* [Task to complete] In the records below, find each line containing the word "Rostocker" and copy it.
════════════════
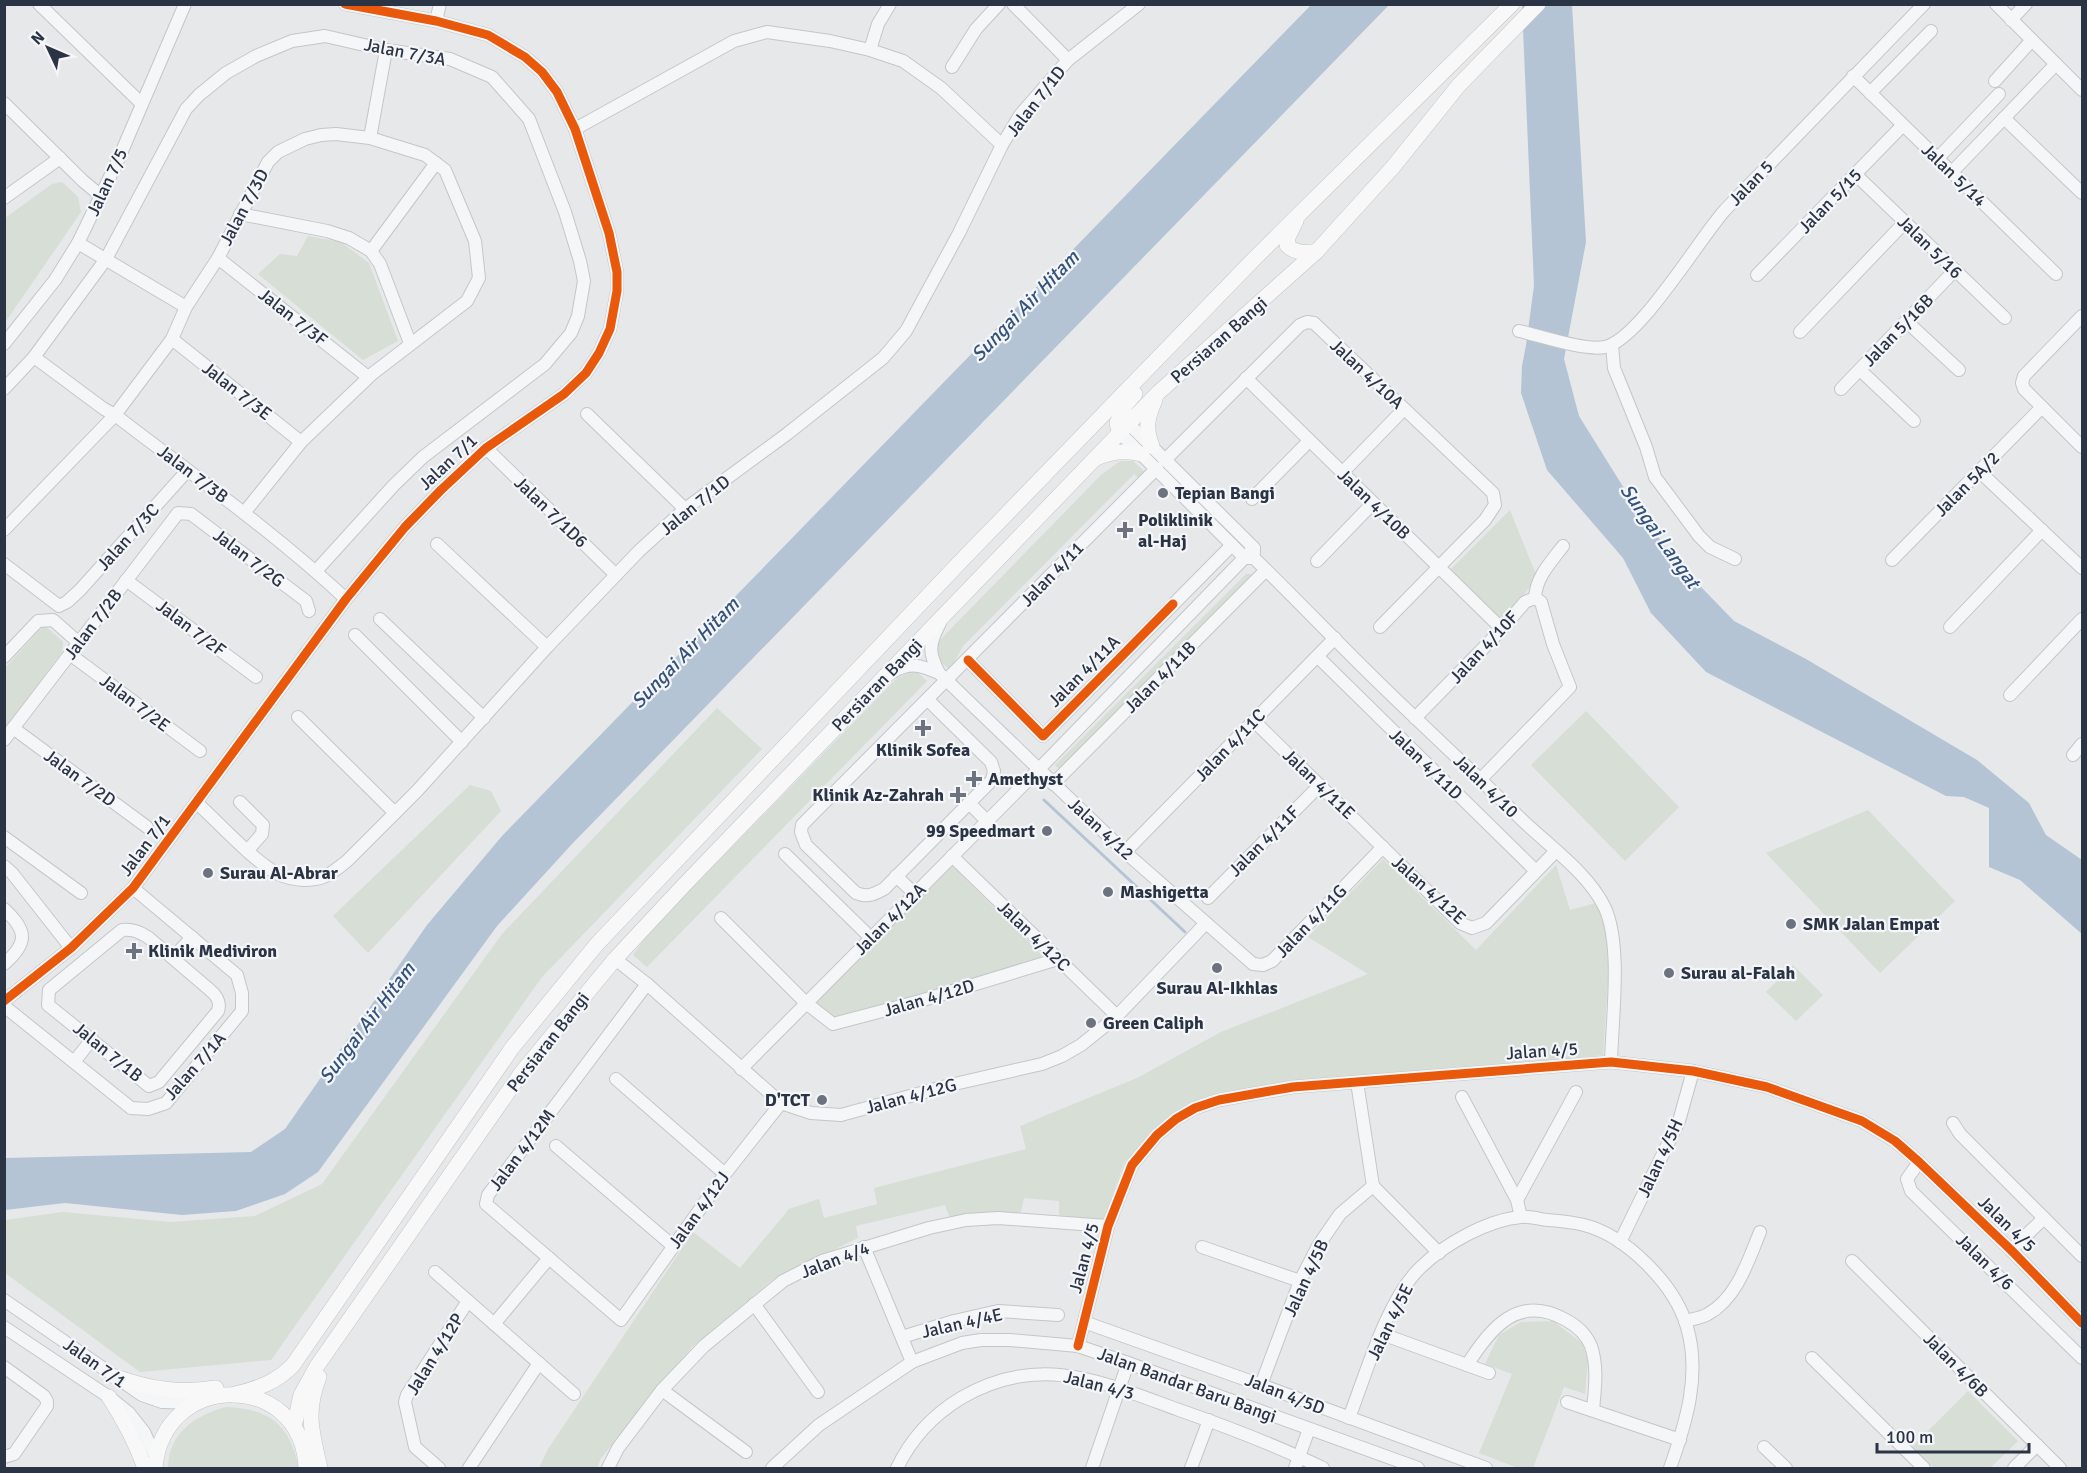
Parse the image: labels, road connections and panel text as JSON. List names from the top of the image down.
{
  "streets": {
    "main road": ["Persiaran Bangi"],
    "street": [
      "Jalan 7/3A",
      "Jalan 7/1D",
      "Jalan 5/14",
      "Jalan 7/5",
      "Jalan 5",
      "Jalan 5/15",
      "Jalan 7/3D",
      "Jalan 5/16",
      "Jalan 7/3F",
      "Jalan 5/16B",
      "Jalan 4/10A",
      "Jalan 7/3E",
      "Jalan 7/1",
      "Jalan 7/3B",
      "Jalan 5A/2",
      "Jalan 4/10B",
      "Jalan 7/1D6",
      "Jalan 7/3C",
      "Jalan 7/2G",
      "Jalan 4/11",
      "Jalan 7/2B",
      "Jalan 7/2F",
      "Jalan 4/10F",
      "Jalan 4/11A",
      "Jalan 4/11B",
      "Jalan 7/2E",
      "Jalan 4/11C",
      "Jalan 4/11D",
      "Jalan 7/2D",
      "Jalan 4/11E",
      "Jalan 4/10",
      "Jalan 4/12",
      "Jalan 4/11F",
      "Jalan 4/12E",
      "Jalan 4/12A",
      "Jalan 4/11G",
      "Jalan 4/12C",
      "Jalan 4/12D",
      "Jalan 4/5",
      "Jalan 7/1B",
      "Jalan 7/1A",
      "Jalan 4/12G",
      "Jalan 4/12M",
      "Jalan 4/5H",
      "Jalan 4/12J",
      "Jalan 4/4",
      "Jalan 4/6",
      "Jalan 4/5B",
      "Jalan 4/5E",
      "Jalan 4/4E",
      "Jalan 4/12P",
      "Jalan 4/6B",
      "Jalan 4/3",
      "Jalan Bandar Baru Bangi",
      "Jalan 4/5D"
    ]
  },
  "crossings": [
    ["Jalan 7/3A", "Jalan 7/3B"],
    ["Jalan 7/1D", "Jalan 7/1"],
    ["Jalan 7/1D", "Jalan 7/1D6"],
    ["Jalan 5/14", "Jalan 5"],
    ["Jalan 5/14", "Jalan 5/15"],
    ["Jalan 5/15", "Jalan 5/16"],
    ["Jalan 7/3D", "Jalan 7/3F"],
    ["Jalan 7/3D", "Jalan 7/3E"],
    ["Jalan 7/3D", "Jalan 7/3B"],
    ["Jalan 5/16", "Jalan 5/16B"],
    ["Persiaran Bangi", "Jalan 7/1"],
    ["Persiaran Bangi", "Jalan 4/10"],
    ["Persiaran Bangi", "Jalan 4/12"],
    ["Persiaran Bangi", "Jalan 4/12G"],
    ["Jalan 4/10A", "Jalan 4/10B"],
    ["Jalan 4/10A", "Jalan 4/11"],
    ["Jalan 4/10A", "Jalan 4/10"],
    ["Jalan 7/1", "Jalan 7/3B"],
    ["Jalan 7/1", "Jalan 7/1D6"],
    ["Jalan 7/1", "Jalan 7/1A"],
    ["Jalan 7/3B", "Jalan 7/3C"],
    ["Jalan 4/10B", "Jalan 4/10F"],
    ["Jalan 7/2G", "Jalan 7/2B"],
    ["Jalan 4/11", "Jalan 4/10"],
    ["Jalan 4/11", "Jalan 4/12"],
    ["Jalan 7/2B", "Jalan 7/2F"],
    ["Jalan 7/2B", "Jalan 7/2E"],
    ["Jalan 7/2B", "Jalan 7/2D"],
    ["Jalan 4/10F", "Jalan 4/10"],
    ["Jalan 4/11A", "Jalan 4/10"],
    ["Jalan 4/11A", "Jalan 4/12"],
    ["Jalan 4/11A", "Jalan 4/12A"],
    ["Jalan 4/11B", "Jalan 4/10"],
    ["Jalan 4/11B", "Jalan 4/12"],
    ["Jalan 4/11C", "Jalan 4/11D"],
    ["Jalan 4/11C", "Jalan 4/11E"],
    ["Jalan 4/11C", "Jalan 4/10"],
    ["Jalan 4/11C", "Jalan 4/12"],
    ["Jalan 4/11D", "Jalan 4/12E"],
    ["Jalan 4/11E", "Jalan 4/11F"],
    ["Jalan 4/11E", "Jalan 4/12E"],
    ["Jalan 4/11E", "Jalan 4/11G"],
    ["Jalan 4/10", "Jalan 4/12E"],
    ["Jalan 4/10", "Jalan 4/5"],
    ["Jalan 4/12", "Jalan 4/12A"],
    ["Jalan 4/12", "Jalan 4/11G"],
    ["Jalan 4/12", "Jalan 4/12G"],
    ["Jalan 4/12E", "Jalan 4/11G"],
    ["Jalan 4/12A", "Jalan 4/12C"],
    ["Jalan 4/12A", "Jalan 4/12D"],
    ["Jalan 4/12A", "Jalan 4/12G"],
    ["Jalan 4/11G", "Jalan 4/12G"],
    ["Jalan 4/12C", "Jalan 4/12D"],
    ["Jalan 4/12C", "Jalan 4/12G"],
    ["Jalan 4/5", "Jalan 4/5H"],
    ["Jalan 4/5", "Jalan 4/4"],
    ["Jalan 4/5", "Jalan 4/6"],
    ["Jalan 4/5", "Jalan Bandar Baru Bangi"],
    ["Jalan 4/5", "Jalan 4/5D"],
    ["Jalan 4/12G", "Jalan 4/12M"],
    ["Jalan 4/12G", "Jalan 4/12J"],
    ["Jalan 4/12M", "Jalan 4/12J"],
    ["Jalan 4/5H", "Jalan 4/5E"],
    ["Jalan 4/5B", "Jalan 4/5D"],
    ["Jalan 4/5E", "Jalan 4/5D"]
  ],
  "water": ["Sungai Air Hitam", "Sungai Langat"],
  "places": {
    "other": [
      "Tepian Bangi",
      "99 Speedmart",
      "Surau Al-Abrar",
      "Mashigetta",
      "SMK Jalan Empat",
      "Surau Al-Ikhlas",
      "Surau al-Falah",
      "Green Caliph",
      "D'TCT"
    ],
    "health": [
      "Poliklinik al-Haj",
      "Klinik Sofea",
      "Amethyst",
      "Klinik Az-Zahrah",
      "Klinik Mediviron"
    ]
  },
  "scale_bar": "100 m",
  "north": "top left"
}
════════════════
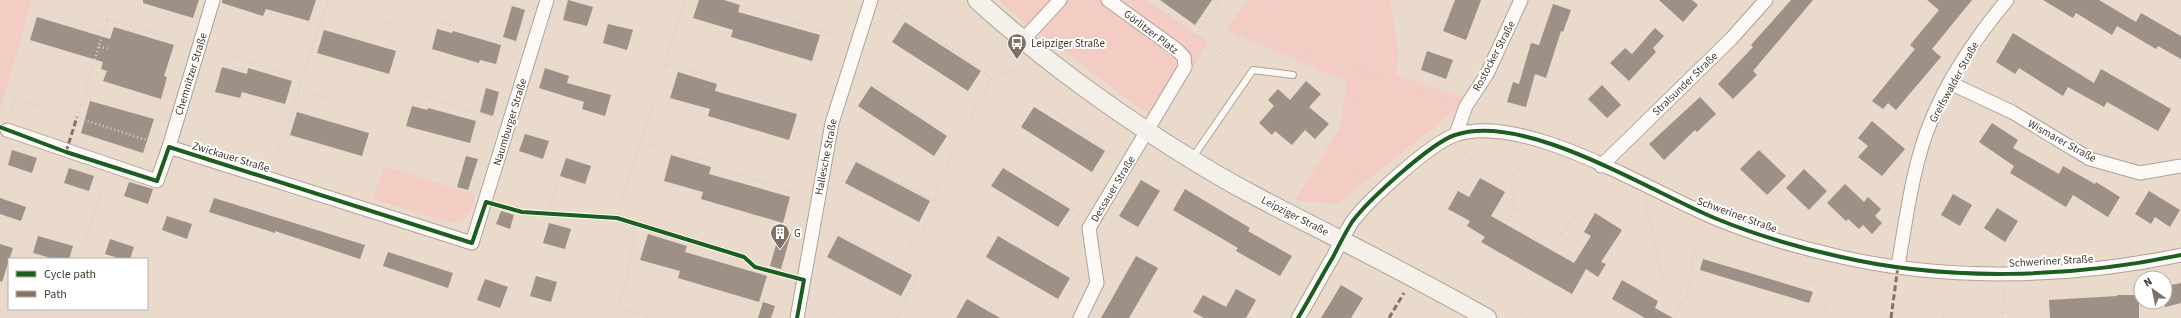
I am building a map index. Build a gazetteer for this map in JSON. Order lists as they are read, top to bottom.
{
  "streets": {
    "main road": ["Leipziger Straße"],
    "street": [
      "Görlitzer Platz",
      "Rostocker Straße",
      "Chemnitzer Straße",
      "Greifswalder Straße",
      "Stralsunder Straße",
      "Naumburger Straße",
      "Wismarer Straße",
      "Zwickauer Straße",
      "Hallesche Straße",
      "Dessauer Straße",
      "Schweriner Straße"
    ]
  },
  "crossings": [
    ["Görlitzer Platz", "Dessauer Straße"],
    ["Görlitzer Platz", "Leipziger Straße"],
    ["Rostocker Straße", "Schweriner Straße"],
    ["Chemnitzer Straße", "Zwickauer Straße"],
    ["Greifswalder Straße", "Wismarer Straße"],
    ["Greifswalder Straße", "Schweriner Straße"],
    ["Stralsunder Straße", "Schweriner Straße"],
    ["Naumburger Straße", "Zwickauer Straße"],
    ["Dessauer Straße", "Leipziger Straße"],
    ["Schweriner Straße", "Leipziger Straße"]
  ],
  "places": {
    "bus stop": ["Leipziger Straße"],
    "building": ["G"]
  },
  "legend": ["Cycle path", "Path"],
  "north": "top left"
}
════════════════
* [Reply]
      "Rostocker Straße",
    ["Rostocker Straße", "Schweriner Straße"],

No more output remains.